Jean-Philippe Ansermet, François Reuse, Jacques Van Der Klink

We present a detailed discussion of the evolution of a statistical ensemble of quantum mechanical systems coupled weakly to a bath. The Hilbert space of the full system is given by the tensor product between the Hilbert spaces associated with the bath and the bathed system. The statistical states of the ensemble are described in terms of density matrices. Supposing the bath to be held at some - not necessarily thermal - statistical equilibrium and tracing over the bath degrees of freedom, we obtain reduced density matrices defining the statistical states of the bathed system. The master equations describing the evolution of these reduced density matrices are derived under the most general conditions.
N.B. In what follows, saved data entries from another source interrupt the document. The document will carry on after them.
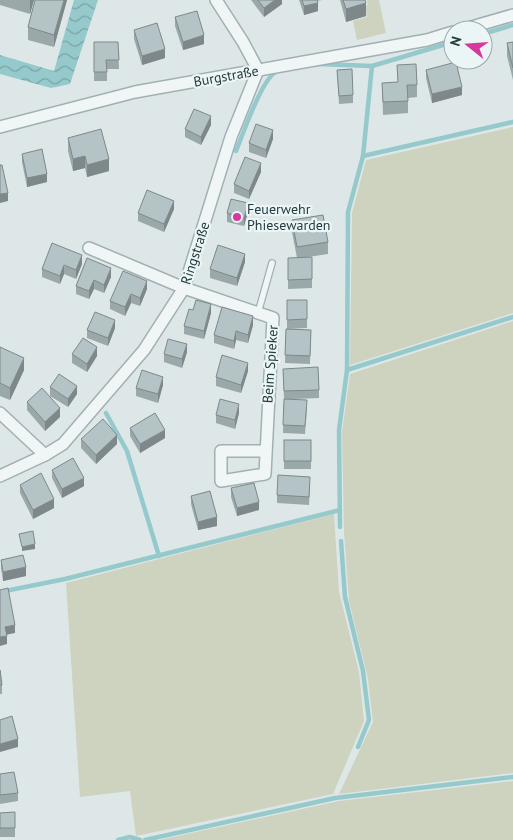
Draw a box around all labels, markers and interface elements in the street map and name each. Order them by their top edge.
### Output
north arrow [443,20,493,70]
text: N [446,34,466,48]
street label: Burgstraße [192,61,260,91]
place label: Feuerwehr Phiesewarden [247,200,331,234]
marker: Feuerwehr Phiesewarden [231,211,243,223]
street label: Ringstraße [176,219,214,287]
street label: Beim Spieker [258,324,282,404]

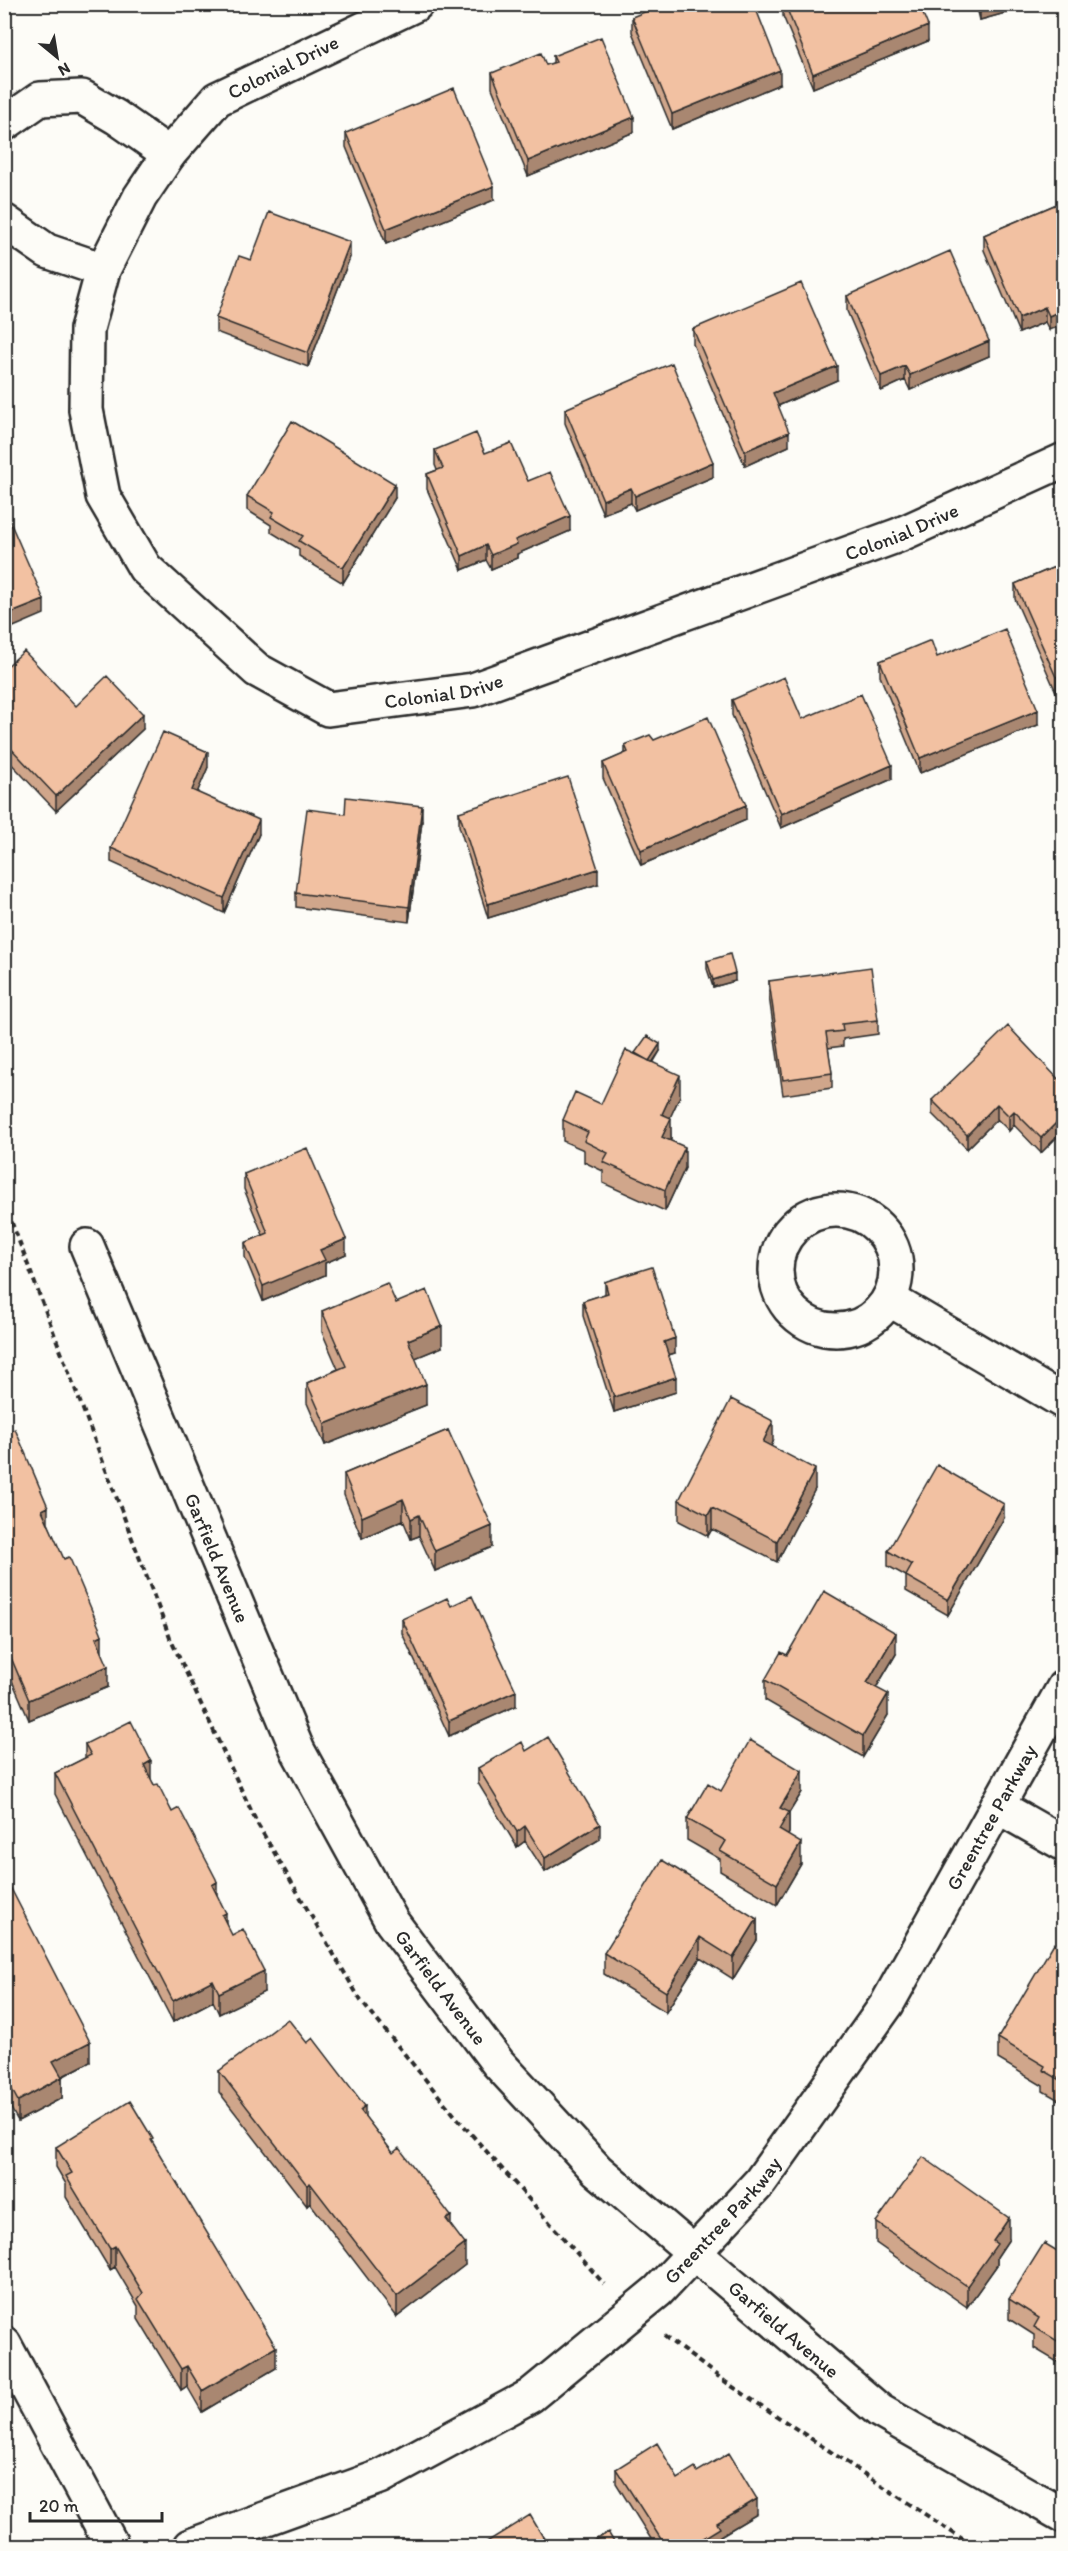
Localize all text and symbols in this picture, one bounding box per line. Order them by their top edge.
north arrow [27,27,87,87]
street label: Colonial Drive [224,30,342,104]
text: N [55,59,74,80]
street label: Colonial Drive [842,498,962,566]
street label: Colonial Drive [383,668,506,714]
street label: Garfield Avenue [180,1490,255,1626]
street label: Greentree Parkway [941,1740,1042,1894]
street label: Garfield Avenue [390,1925,492,2050]
street label: Greentree Parkway [659,2152,786,2289]
street label: Garfield Avenue [723,2275,844,2383]
scale bar [30,2485,162,2523]
text: 20 m [39,2495,79,2517]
On time scales that are large with respect to the bath correlation time τB corr and with respect to the reciprocal transition frequencies of the bathed system, the resulting evolution of the reduced density matrix of the bathed system is of Markovian type. The detailed balance relations valid for a thermal equilibrium of the bath are derived and the conditions for the validity of the fluctuation-dissipation theorem are given. Based on the general approach, we investigate the non-linear response of the bathed subsystem to a time-periodic perturbation. Summing the perturbation series we obtain the coherences and the populations for arbitrary strengths of the perturbation. © 2003 Springer-Verlag Berlin/Heidelberg.